▸ WHAT YOU HAVE TO DO:
Omitting the pictures, print every line below exactly as it stands.

#### RECORDS SHOWN

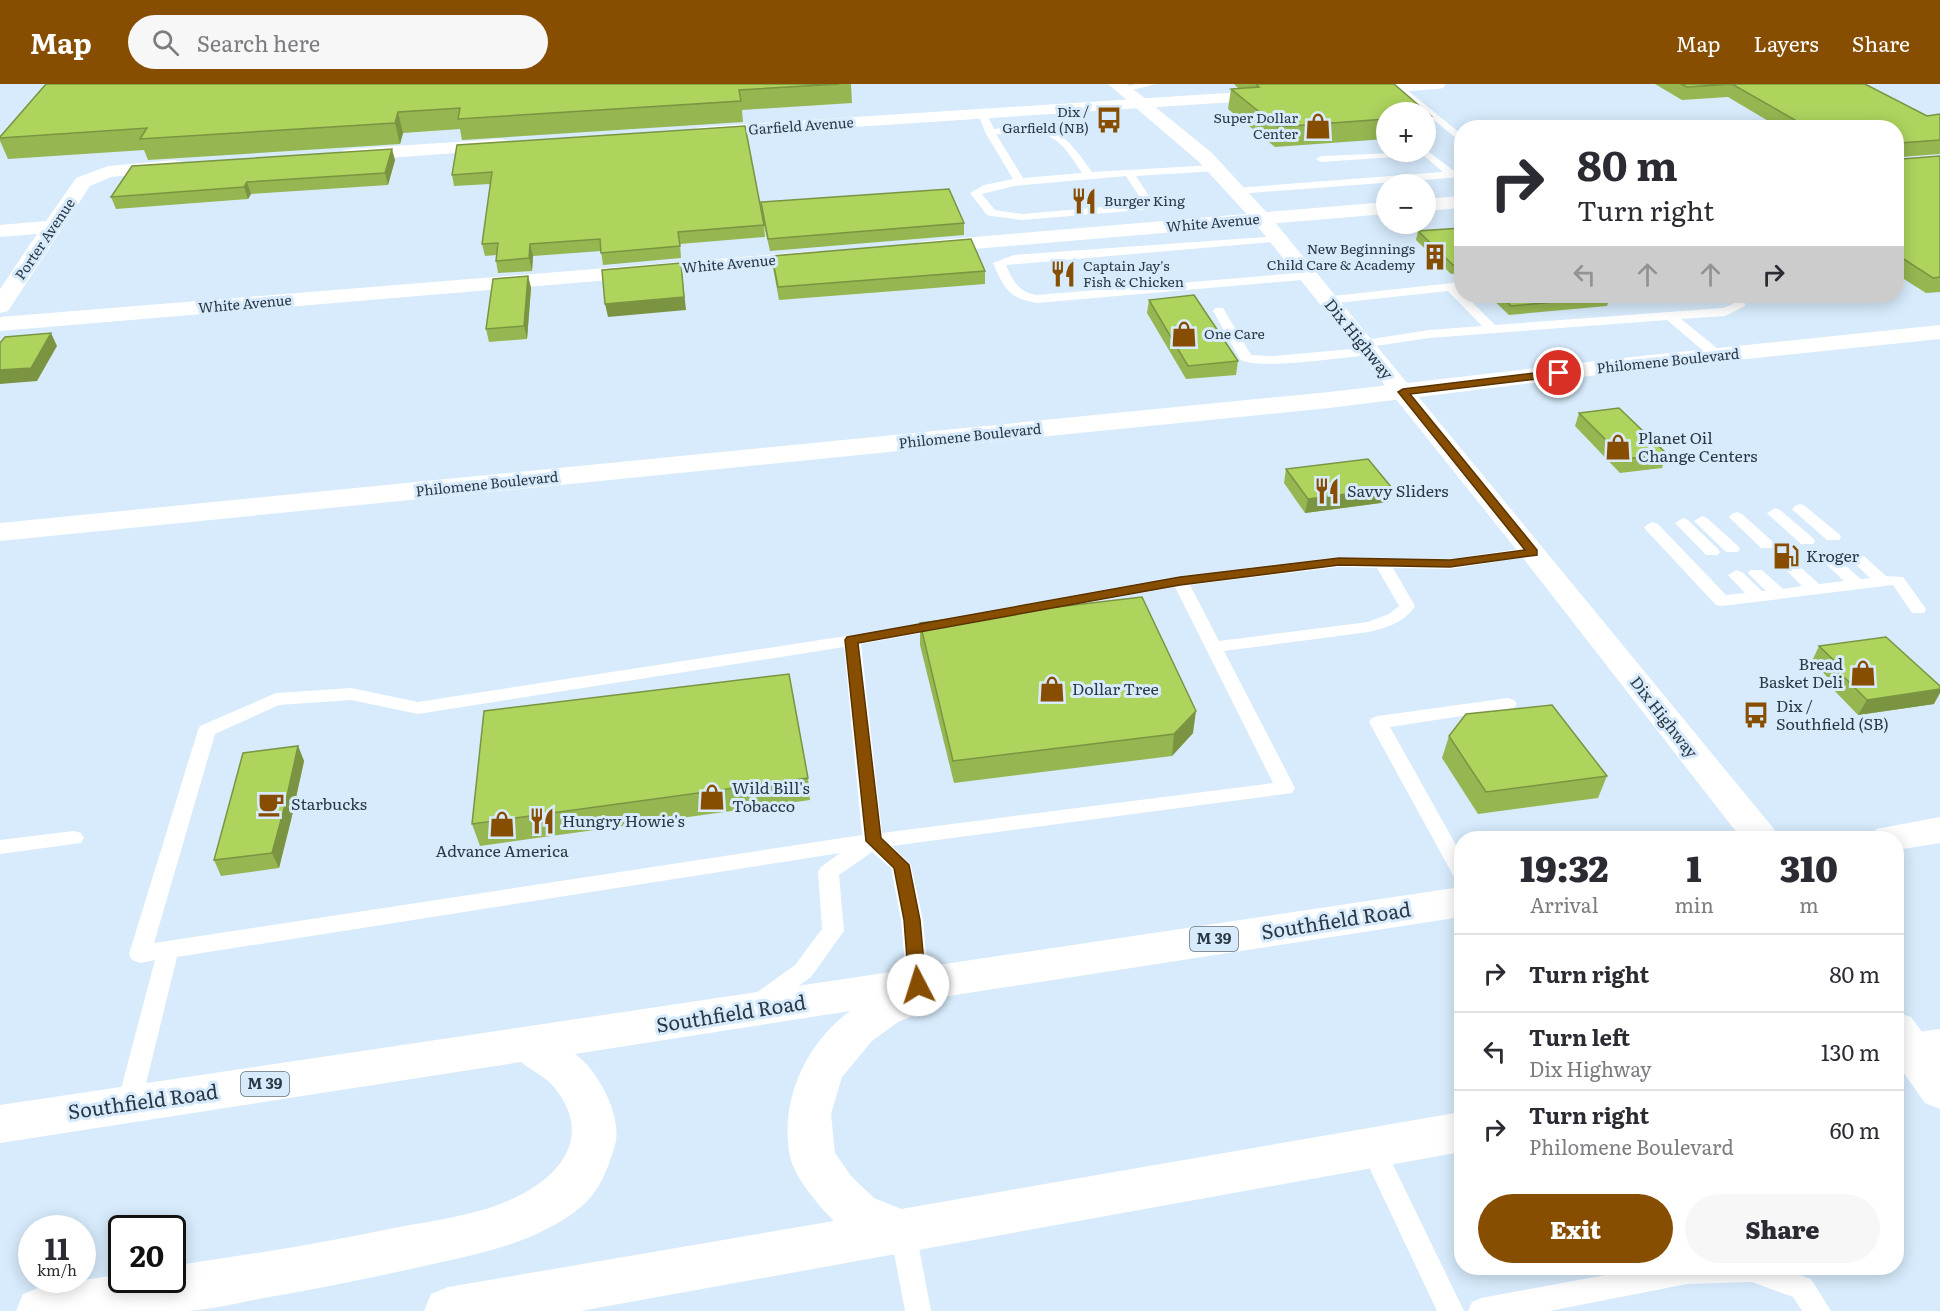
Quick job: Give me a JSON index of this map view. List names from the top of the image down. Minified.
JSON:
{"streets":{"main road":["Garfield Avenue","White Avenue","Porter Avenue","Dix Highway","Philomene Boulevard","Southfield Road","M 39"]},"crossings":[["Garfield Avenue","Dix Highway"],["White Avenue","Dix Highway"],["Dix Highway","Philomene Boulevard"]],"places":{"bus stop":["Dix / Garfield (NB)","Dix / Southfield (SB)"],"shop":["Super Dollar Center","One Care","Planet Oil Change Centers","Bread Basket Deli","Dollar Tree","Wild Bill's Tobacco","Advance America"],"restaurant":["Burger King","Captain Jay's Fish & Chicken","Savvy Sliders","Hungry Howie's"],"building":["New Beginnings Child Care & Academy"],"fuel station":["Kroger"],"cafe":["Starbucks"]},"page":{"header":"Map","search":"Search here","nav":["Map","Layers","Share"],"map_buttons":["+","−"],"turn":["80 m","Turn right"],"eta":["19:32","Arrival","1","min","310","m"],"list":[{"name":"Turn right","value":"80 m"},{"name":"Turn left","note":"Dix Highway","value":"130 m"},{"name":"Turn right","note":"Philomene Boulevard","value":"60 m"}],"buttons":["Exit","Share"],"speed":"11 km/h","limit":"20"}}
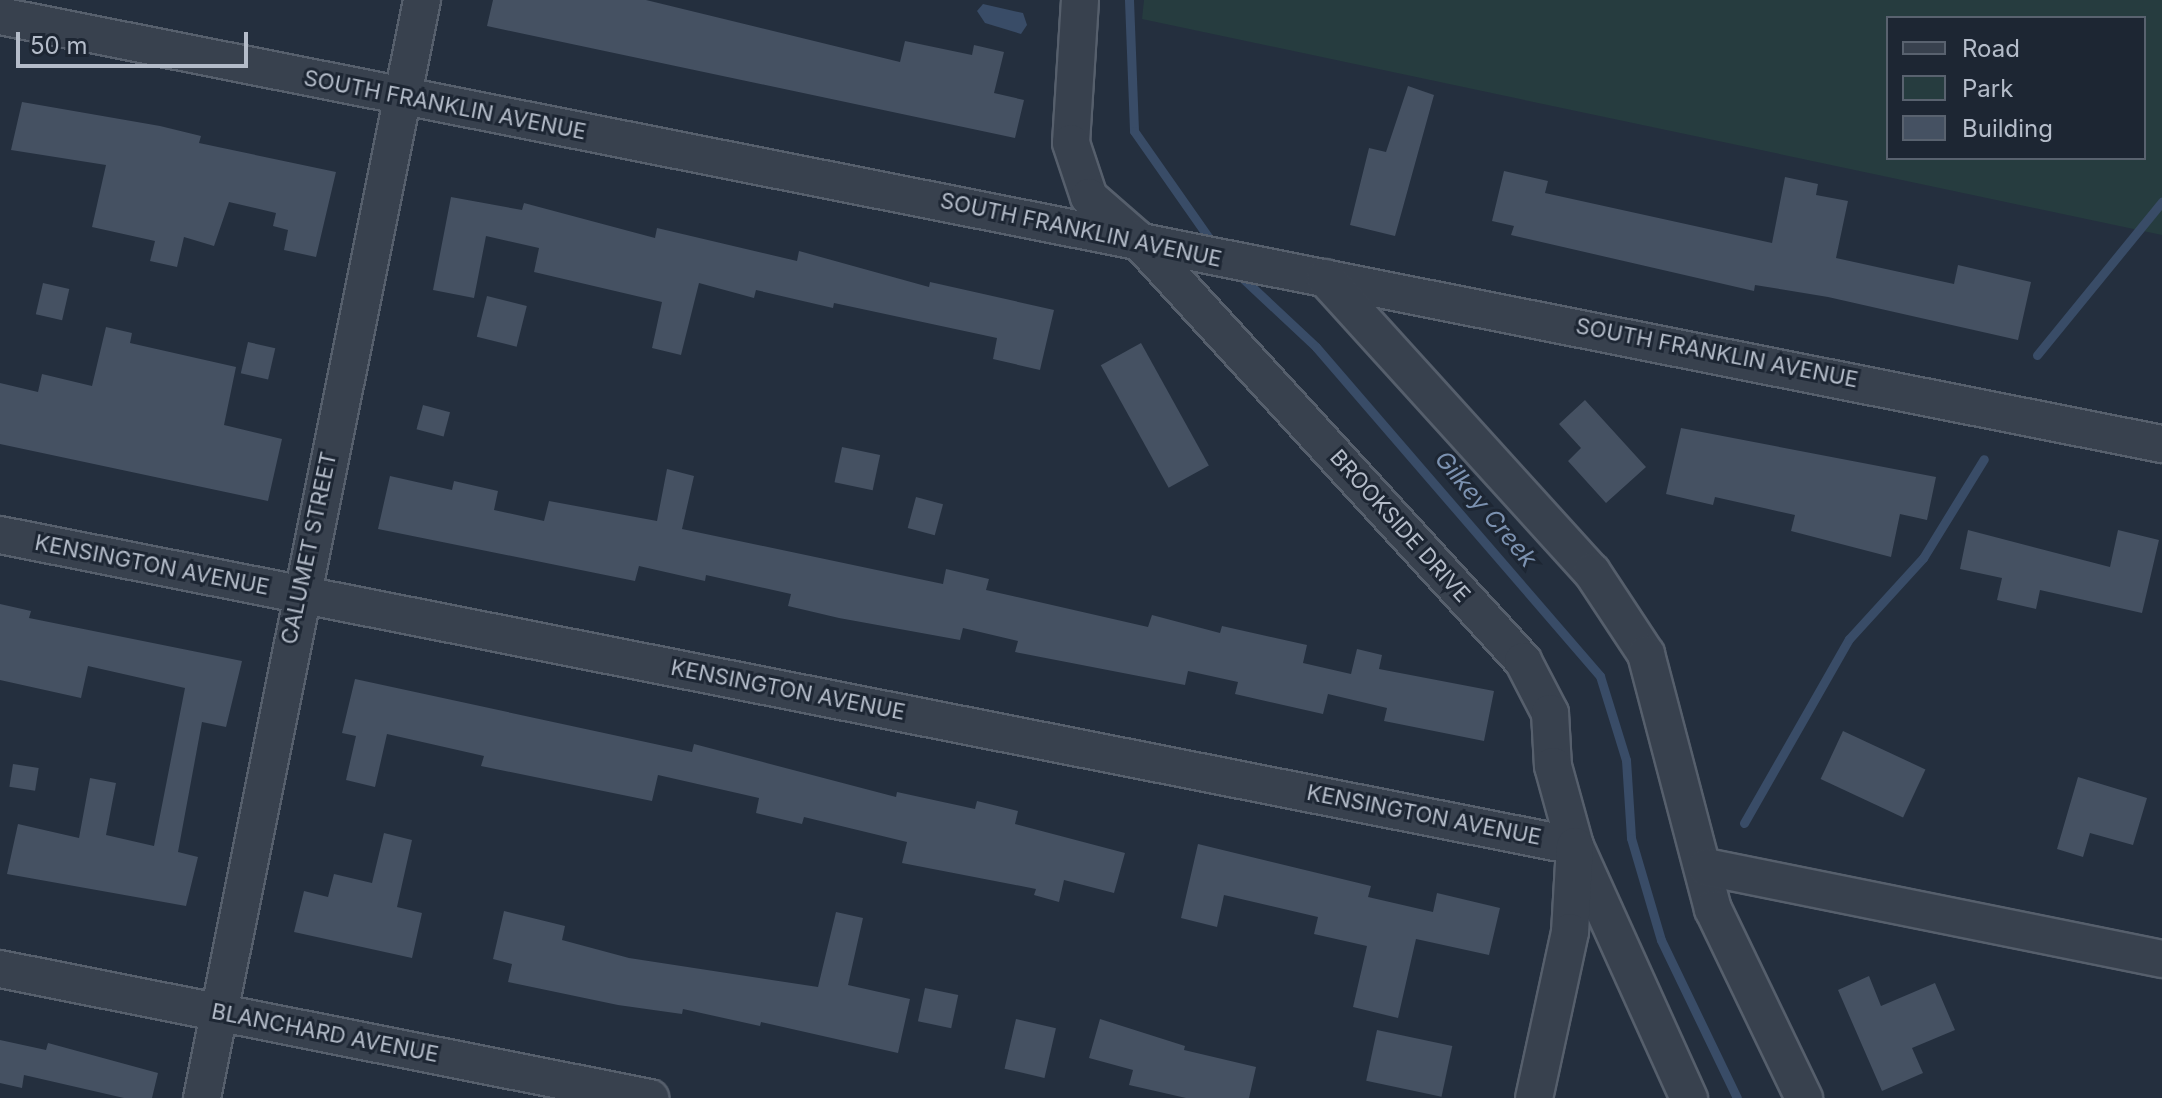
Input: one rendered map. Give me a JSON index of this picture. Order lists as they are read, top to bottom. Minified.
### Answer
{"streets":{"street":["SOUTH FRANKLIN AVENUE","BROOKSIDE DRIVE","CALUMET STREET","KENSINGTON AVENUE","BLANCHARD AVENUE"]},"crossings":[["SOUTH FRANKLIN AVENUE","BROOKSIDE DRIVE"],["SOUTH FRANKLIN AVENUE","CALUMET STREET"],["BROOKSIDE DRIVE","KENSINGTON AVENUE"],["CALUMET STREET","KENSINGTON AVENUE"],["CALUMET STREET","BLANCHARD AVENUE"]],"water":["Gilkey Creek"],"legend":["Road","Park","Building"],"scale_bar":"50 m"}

########

▸ SOLVED PROBLEM:
Quick job: Give me a JSON index of this map view. List names from the top of the image down. Minified.
JSON:
{"streets":{"main road":["Garfield Avenue","White Avenue","Porter Avenue","Dix Highway","Philomene Boulevard","Southfield Road","M 39"]},"crossings":[["Garfield Avenue","Dix Highway"],["White Avenue","Dix Highway"],["Dix Highway","Philomene Boulevard"]],"places":{"bus stop":["Dix / Garfield (NB)","Dix / Southfield (SB)"],"shop":["Super Dollar Center","One Care","Planet Oil Change Centers","Bread Basket Deli","Dollar Tree","Wild Bill's Tobacco","Advance America"],"restaurant":["Burger King","Captain Jay's Fish & Chicken","Savvy Sliders","Hungry Howie's"],"building":["New Beginnings Child Care & Academy"],"fuel station":["Kroger"],"cafe":["Starbucks"]},"page":{"header":"Map","search":"Search here","nav":["Map","Layers","Share"],"map_buttons":["+","−"],"turn":["80 m","Turn right"],"eta":["19:32","Arrival","1","min","310","m"],"list":[{"name":"Turn right","value":"80 m"},{"name":"Turn left","note":"Dix Highway","value":"130 m"},{"name":"Turn right","note":"Philomene Boulevard","value":"60 m"}],"buttons":["Exit","Share"],"speed":"11 km/h","limit":"20"}}
Input: one rendered map. Give me a JSON index of this picture. Order lists as they are read, top to bottom. Minified.
### Answer
{"streets":{"street":["SOUTH FRANKLIN AVENUE","BROOKSIDE DRIVE","CALUMET STREET","KENSINGTON AVENUE","BLANCHARD AVENUE"]},"crossings":[["SOUTH FRANKLIN AVENUE","BROOKSIDE DRIVE"],["SOUTH FRANKLIN AVENUE","CALUMET STREET"],["BROOKSIDE DRIVE","KENSINGTON AVENUE"],["CALUMET STREET","KENSINGTON AVENUE"],["CALUMET STREET","BLANCHARD AVENUE"]],"water":["Gilkey Creek"],"legend":["Road","Park","Building"],"scale_bar":"50 m"}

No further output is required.